Canadian 'Conservatives' Offer Carbon Tax

Tom Finnerty18 Apr, 2021 2 Min Read
Another solution in search of a problem.

The CBC has gotten their hands on a copy of the Conservative Party of Canada's all new Climate Change plan, and boy are they excited:

After years of criticizing the Liberal carbon tax, the Conservative party is proposing a climate plan that also puts a price on carbon for consumers.... Under [Erin] O'Toole's plan... Canadians would pay a carbon levy, initially amounting to $20 per tonne of greenhouse gas emissions, every time they buy hydro-carbon based fuels, such as gas.... The Conservative party's carbon price... would increase over time to reach a maximum of $50 per tonne.

For comparison, Trudeau's carbon tax structure (not counting the Clean Fuel Standard, a second carbon tax in all but name) has the tax increasing $10 each year until it reaches $170 per ton in 2030.

The other notable provision of the plan is, frankly, bizarre. In the Liberal scheme, Canadians can have their carbon tax expenditures (the direct ones, not the indirect, cost of living ones) rebated back to them at tax time (more or less -- what would be the point if some of that money wasn't skimmed off the top?).
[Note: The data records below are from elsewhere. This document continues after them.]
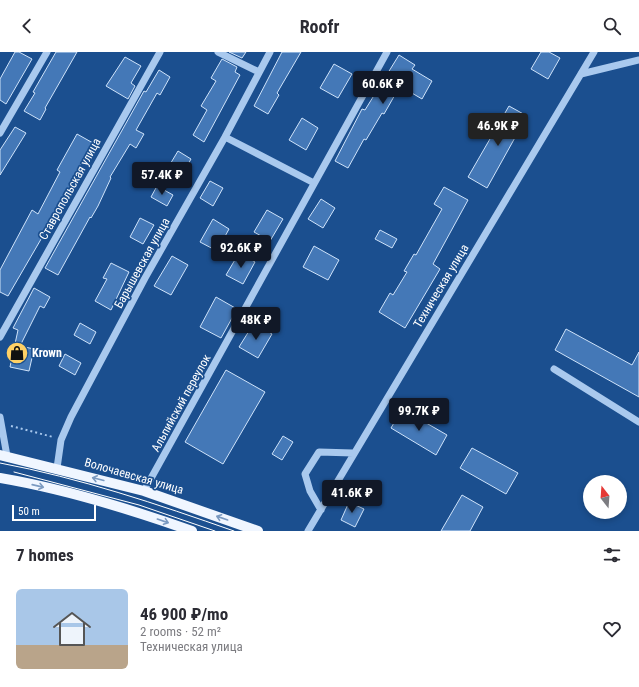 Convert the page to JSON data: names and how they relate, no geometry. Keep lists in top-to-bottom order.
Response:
{
  "streets": {
    "main road": ["Волочаевская улица"],
    "street": [
      "Ставропольская улица",
      "Барышевская улица",
      "Техническая улица",
      "Альпийский переулок"
    ]
  },
  "crossings": [
    ["Барышевская улица", "Волочаевская улица"],
    ["Альпийский переулок", "Волочаевская улица"]
  ],
  "places": {
    "shop": ["Krown"]
  },
  "scale_bar": "50 m",
  "north": "top",
  "page": {
    "header": "Roofr",
    "price": [
      "60.6K ₽",
      "46.9K ₽",
      "57.4K ₽",
      "92.6K ₽",
      "48K ₽",
      "99.7K ₽",
      "41.6K ₽"
    ],
    "scale": "50 m",
    "heading": "7 homes",
    "list": [
      {
        "name": "46 900 ₽/mo",
        "note": "2 rooms · 52 m² · Техническая улица"
      }
    ]
  }
} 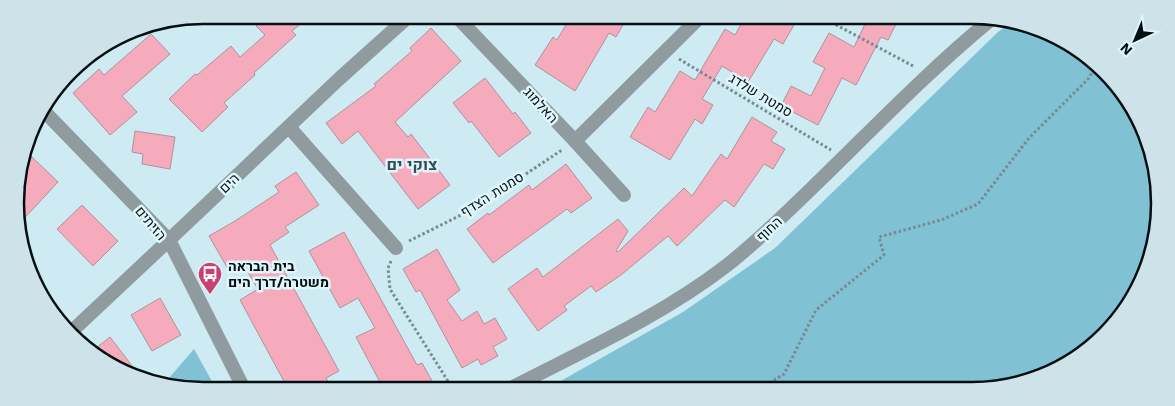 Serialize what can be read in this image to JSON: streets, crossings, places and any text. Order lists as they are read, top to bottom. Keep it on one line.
{"streets":{"street":["האלמוג","הים","הזיתים","החוף"],"path":["סמטת שלדג","סמטת הצדף"]},"crossings":[["סמטת שלדג","החוף"],["האלמוג","סמטת הצדף"],["הים","הזיתים"]],"districts":["צוקי ים"],"places":{"bus stop":["בית הבראה משטרה/דרך הים"]},"north":"bottom left"} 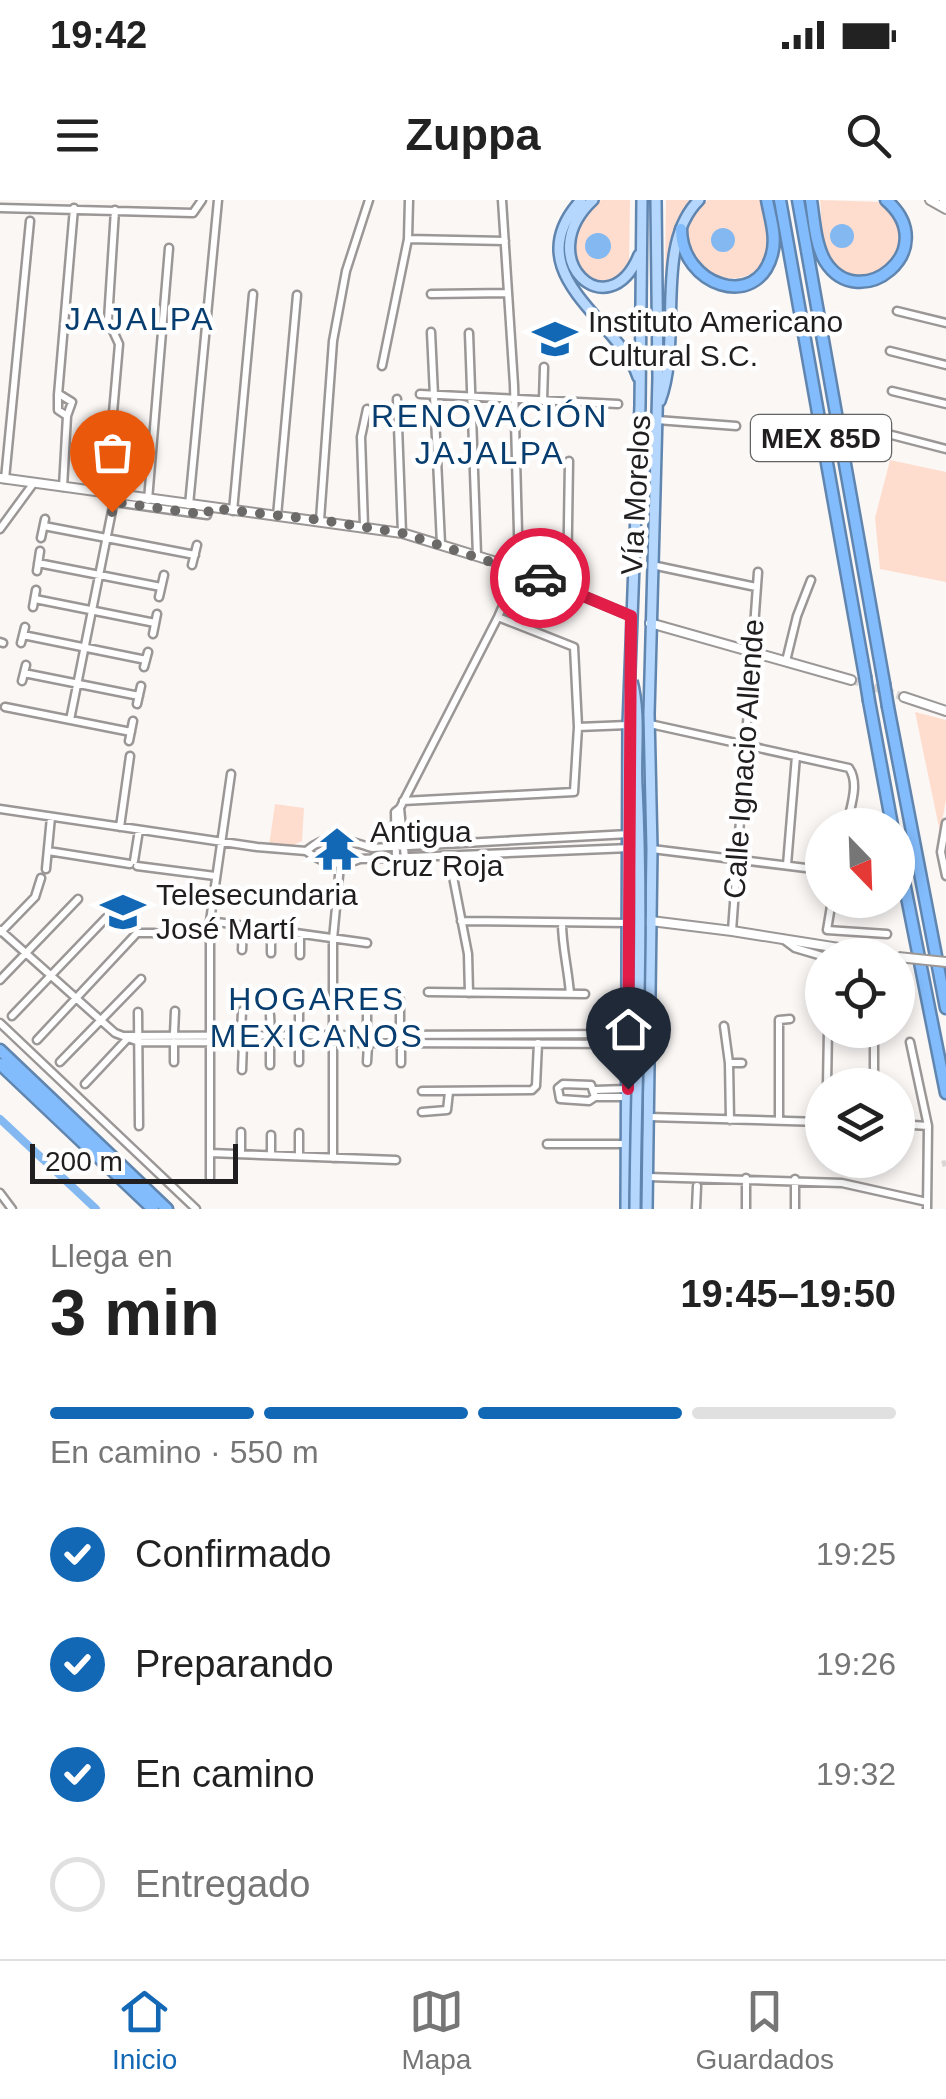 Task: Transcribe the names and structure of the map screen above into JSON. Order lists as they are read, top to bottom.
{
  "streets": {
    "highway": ["MEX 85D"],
    "main road": ["Vía Morelos"],
    "street": ["Calle Ignacio Allende"]
  },
  "districts": ["JAJALPA", "RENOVACIÓN JAJALPA", "HOGARES MEXICANOS"],
  "places": {
    "school or university": ["Instituto Americano Cultural S.C.", "Telesecundaria José Martí"],
    "temple": ["Antigua Cruz Roja"]
  },
  "scale_bar": "200 m",
  "north": "bottom right",
  "page": {
    "status": "19:42",
    "header": "Zuppa",
    "scale": "200 m",
    "heading": ["3 min", "Llega en", "19:45–19:50"],
    "bar": "En camino · 550 m",
    "list": [
      ["Confirmado", "19:25"],
      ["Preparando", "19:26"],
      ["En camino", "19:32"],
      "Entregado"
    ],
    "tabs": ["Inicio", "Mapa", "Guardados"]
  }
}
In O'Toole's plan, tax revenue would be diverted directly into a "personal low carbon savings account" established for every Canadian, which could be accessed for expenditures "that help them live a greener life."

This reminds me of the old joke that a camel is a horse designed by a committee. "Personal low carbon savings accounts" are a camel if ever I saw one, and they'd be a nightmare to administer.
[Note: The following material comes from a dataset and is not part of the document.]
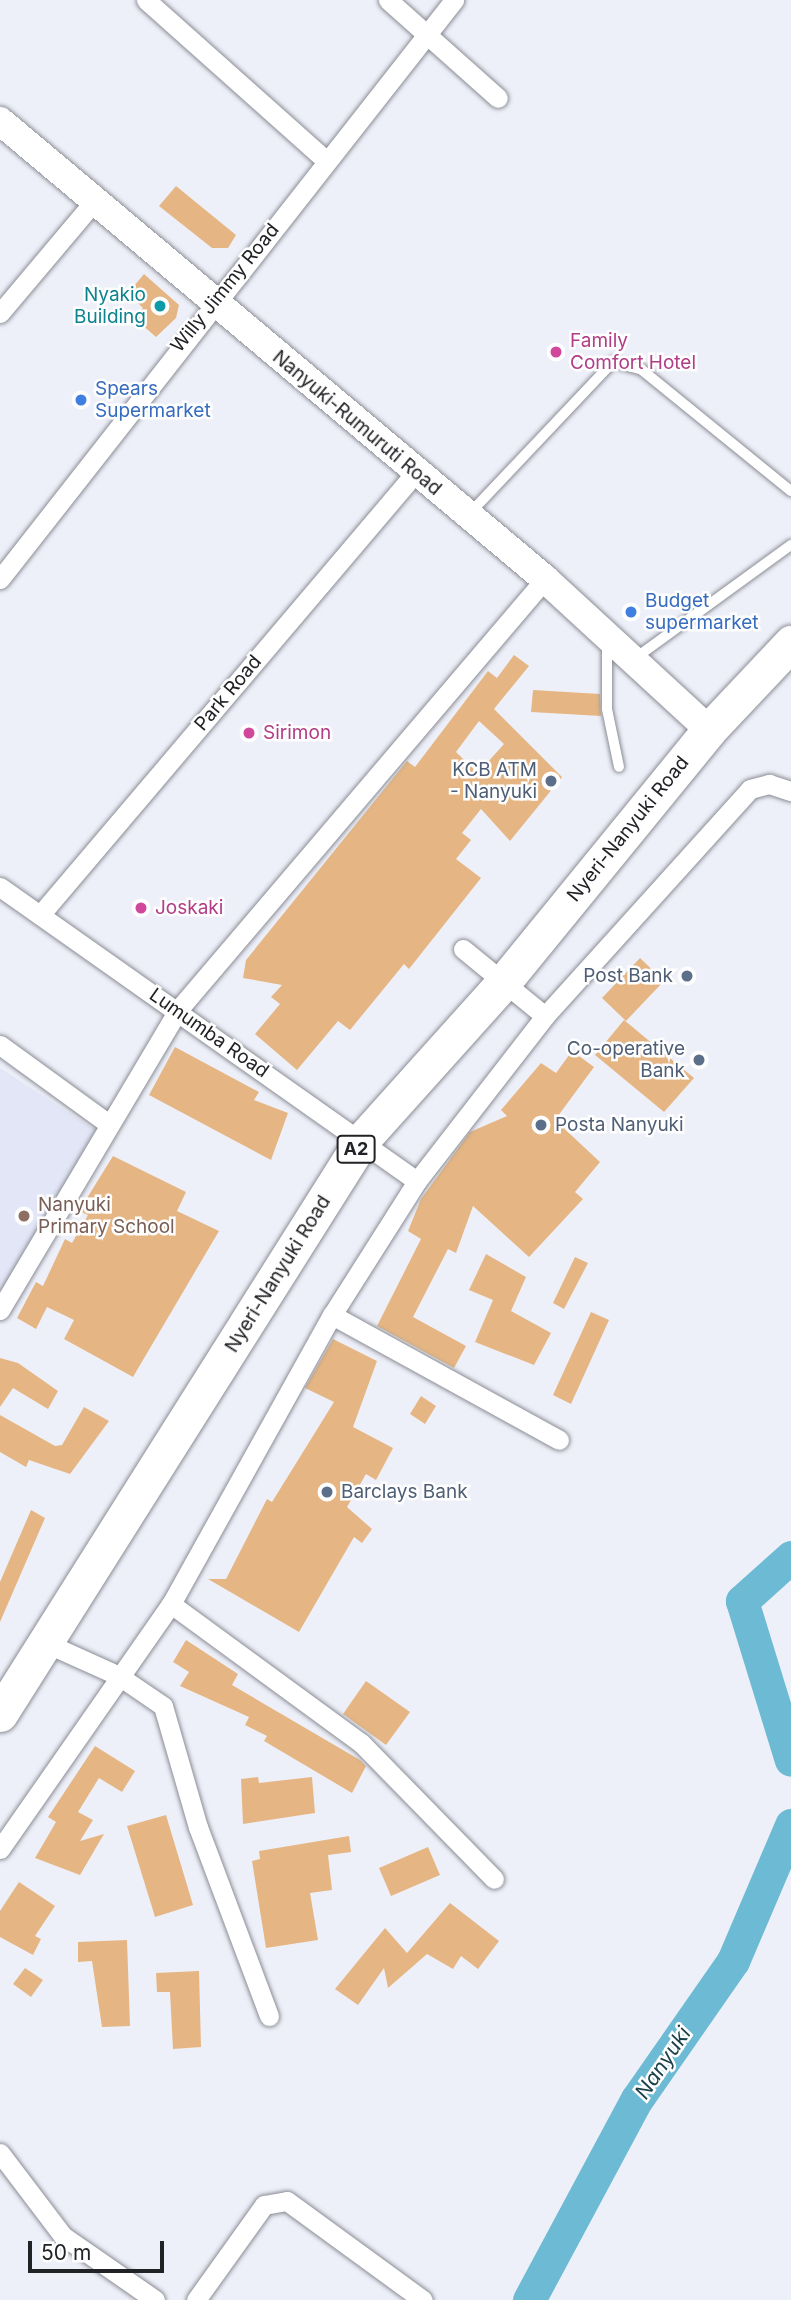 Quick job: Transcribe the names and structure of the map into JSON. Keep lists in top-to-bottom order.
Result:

But that aside, is the 'Carbon Tax, but cheaper' play a wise one for O'Toole's Conservatives? Some smart politicos think so. Here, for instance, is Matt Gurney arguing that Canadians want to feel like their government is addressing climate change, but don't really want it to affect their lives in any way. In that case, a cheaper carbon tax might do the trick -- assuaging the consciences of enough voters in the eastern half of the country to make Erin O'Toole prime minister.

But I find Dan McTeague more convincing. By McTeague's reckoning, the O'Toole plan wouldn't merely cost the CPC a few  points of support out west, it would decrease their support in Ontario -- the big fish -- by as much as 10 percent! After all, Ontario made Doug Ford premier just three years ago on the strength of his opposition to the carbon tax. For every voter in the Greater Toronto Area who might give the CPC a second thought based on this plan, two or three more in the rest of the province might just stay home, disgusted.

That's just another way of saying 'Trudeau Majority."

Tom Finnerty writes from New England and Ontario.